Por costumbre, cuando se quiere exaltar el amor filial siempre se habla de la madre. Se dice que es el amor más puro, el más sincero, el más desinteresado… Por supuesto, siento enorme estima por el amor maternal; pero no creo que sea el único así. Pienso que esta idea deriva de dos situaciones esenciales. En primer lugar, es la madre la puerta por donde el hijo sale a la vida. Y en segundo lugar, por el tradicional desempeño de roles, es la madre la que permanece en la casa, por lo que pasa más tiempo con el hijo; es, además, la que, empezando por su pecho, suple los alimentos, administra las medicinas, atiende las necesidades del niño todo el tiempo en que están juntos. Por tanto, es justo que se le reconozca esa función protectora y cercana fundamental.
Sin embargo, no creo que un padre sea menos importante. Claro que, como todo, hay padres y padres, pero un buen padre es una fuente de sustento, aliento espiritual y modelo conductual, y de desinteresado amor en una cualidad semejante a la de la madre. Es por eso muy merecido que se honre la paternidad con todo el rigor y la gratitud merecidos.
Algo semejante ocurre con los abuelos. Estos son seres muy cercanos a los nietos, que, cuando son auténticamente abuelos, llegan a desarrollar un amor genuino, noble y beneficioso hacia los nietos. Y no es que los abuelos sustituyan a los padres (aunque, en determinados contextos, cuando falta alguno o ambos, deben hacerlo), sino que auxilian, complementan y benefician la actuación de estos.

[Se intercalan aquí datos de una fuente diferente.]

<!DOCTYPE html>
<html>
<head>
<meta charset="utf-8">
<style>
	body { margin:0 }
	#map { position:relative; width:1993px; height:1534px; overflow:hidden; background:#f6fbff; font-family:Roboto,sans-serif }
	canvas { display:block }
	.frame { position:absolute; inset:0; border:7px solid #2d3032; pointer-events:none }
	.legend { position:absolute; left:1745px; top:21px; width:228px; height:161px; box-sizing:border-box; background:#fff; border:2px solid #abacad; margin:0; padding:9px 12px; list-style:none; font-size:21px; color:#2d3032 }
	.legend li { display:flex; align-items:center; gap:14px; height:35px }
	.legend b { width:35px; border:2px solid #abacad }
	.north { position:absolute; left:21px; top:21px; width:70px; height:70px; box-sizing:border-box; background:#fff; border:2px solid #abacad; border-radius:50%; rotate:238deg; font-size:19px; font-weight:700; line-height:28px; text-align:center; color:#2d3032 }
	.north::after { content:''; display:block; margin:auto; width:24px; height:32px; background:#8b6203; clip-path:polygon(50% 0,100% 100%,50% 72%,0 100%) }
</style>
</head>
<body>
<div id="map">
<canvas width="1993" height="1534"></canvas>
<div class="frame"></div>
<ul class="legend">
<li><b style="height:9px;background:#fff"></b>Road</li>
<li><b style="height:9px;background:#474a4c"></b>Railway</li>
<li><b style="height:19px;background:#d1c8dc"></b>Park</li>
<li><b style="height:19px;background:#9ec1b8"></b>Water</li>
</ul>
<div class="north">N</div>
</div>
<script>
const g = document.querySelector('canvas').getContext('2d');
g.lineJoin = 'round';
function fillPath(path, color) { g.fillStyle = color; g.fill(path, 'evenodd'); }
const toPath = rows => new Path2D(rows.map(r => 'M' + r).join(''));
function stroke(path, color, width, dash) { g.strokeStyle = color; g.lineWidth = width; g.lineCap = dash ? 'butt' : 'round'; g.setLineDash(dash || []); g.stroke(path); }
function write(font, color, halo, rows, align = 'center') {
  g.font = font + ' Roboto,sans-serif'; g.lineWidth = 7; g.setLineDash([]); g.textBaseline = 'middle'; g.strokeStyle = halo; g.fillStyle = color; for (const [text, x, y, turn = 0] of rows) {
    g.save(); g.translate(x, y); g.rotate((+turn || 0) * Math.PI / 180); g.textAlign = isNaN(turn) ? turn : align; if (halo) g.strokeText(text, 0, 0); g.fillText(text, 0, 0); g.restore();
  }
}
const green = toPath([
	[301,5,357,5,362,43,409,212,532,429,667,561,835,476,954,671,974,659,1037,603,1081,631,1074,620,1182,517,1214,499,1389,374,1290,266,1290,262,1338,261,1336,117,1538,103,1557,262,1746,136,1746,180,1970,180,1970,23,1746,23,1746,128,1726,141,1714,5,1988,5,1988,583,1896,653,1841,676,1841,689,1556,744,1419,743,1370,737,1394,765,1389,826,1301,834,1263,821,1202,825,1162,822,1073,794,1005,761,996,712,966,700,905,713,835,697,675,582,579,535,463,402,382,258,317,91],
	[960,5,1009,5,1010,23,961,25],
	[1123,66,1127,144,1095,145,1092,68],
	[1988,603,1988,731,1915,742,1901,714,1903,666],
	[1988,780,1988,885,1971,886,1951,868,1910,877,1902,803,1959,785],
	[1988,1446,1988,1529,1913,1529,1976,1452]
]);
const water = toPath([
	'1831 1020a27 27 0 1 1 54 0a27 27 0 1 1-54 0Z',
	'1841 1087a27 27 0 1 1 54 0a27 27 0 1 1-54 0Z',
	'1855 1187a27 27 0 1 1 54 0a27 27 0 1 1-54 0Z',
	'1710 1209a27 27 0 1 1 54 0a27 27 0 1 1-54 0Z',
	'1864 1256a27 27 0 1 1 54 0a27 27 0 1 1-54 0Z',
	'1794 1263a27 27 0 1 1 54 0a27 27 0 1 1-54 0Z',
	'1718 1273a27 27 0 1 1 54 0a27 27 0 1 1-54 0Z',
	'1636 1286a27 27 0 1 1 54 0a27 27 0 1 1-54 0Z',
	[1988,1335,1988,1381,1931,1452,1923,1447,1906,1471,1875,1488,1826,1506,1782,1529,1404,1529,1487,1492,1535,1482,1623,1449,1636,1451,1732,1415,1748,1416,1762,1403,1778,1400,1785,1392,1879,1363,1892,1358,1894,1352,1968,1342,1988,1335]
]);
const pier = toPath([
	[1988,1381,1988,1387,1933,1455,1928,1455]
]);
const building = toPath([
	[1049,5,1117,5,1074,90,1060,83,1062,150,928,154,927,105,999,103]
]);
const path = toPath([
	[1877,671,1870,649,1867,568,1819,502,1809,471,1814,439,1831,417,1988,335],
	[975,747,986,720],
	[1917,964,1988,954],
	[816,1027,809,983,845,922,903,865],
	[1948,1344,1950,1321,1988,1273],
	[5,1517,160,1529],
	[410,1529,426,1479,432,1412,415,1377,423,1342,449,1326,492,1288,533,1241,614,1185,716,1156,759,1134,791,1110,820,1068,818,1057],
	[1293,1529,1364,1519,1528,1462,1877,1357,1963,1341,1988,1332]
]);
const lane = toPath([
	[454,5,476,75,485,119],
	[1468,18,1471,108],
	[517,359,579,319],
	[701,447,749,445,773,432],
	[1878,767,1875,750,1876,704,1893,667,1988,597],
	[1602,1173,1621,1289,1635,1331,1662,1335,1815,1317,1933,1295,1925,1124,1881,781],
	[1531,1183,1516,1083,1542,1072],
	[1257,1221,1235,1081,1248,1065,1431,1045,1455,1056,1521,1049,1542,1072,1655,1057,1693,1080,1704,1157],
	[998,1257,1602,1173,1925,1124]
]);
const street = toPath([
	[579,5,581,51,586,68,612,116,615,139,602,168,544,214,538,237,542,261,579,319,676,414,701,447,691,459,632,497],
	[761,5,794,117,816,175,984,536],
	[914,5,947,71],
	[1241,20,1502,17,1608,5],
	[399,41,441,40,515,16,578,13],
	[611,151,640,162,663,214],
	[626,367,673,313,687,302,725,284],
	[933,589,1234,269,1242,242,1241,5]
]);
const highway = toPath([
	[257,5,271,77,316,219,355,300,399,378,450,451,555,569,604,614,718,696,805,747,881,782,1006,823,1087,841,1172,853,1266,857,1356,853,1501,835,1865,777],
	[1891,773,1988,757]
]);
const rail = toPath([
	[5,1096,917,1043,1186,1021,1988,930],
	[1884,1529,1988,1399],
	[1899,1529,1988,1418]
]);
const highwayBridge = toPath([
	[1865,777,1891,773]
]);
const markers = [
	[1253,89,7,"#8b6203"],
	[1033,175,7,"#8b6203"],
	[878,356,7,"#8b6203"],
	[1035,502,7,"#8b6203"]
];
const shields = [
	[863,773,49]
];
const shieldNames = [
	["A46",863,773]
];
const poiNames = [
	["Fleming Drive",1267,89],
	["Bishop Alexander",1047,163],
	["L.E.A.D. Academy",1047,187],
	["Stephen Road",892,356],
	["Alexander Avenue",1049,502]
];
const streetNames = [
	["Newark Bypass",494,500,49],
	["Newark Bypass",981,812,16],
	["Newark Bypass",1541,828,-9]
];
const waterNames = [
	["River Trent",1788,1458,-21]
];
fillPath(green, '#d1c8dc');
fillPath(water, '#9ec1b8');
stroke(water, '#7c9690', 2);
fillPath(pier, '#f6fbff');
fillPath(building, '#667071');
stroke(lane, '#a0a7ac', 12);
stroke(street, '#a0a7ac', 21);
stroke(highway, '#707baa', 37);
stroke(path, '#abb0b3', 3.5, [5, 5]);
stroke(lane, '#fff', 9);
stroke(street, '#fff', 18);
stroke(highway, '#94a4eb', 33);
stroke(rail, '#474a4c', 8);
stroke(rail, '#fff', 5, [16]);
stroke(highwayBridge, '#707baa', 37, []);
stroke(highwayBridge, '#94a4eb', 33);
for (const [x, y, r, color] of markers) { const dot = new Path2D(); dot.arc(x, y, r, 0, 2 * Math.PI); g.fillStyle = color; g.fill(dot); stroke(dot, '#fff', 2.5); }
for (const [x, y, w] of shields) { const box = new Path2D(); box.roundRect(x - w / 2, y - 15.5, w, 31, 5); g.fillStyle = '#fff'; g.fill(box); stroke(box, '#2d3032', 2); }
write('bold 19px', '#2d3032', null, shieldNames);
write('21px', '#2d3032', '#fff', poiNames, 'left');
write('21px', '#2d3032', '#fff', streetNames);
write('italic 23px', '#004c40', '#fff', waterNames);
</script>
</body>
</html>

Lo que diré surge, principalmente, de mi desempeño como abuelo, pero también de la observación de otros de esa condición cercanos. Todo abuelo es un padre (o madre, las abuelas) que atiende a un hijo en segunda generación, porque tal se siente la filiación.
La diferencia respecto a los padres radica en que ya uno ha transitado por la paternidad y ha acumulado la necesaria e insustituible experiencia adquirida en la práctica de criar un hijo, además de que, con la edad, uno ha ganado cierta sabiduría vital que nos permite enfrentarnos al cuidado del nieto con otros conceptos y maneras. Uno ha desarrollado una mayor sensibilidad a las necesidades de un niño, lo que nos asiste de una juiciosa tolerancia hacia sus deseos y empeños, con mayor discernimiento de lo que es imprescindible y lo que es accesorio en nuestras exigencias hacia él.
Pongo solo dos ejemplos. Cierta vez mi nieto jugaba con un caballito de porcelana que me habían regalado para mi colección. En sus manejos, la figurita resbaló de sus manos, cayó y se rompió. Él se quedó paralizado del temor, sobre todo por las reconvenciones de otros adultos. Yo me acerqué, le pasé la mano por la cabeza y le dije que era solo un accidente. La sonrisa de satisfacción que regaló no tiene precio.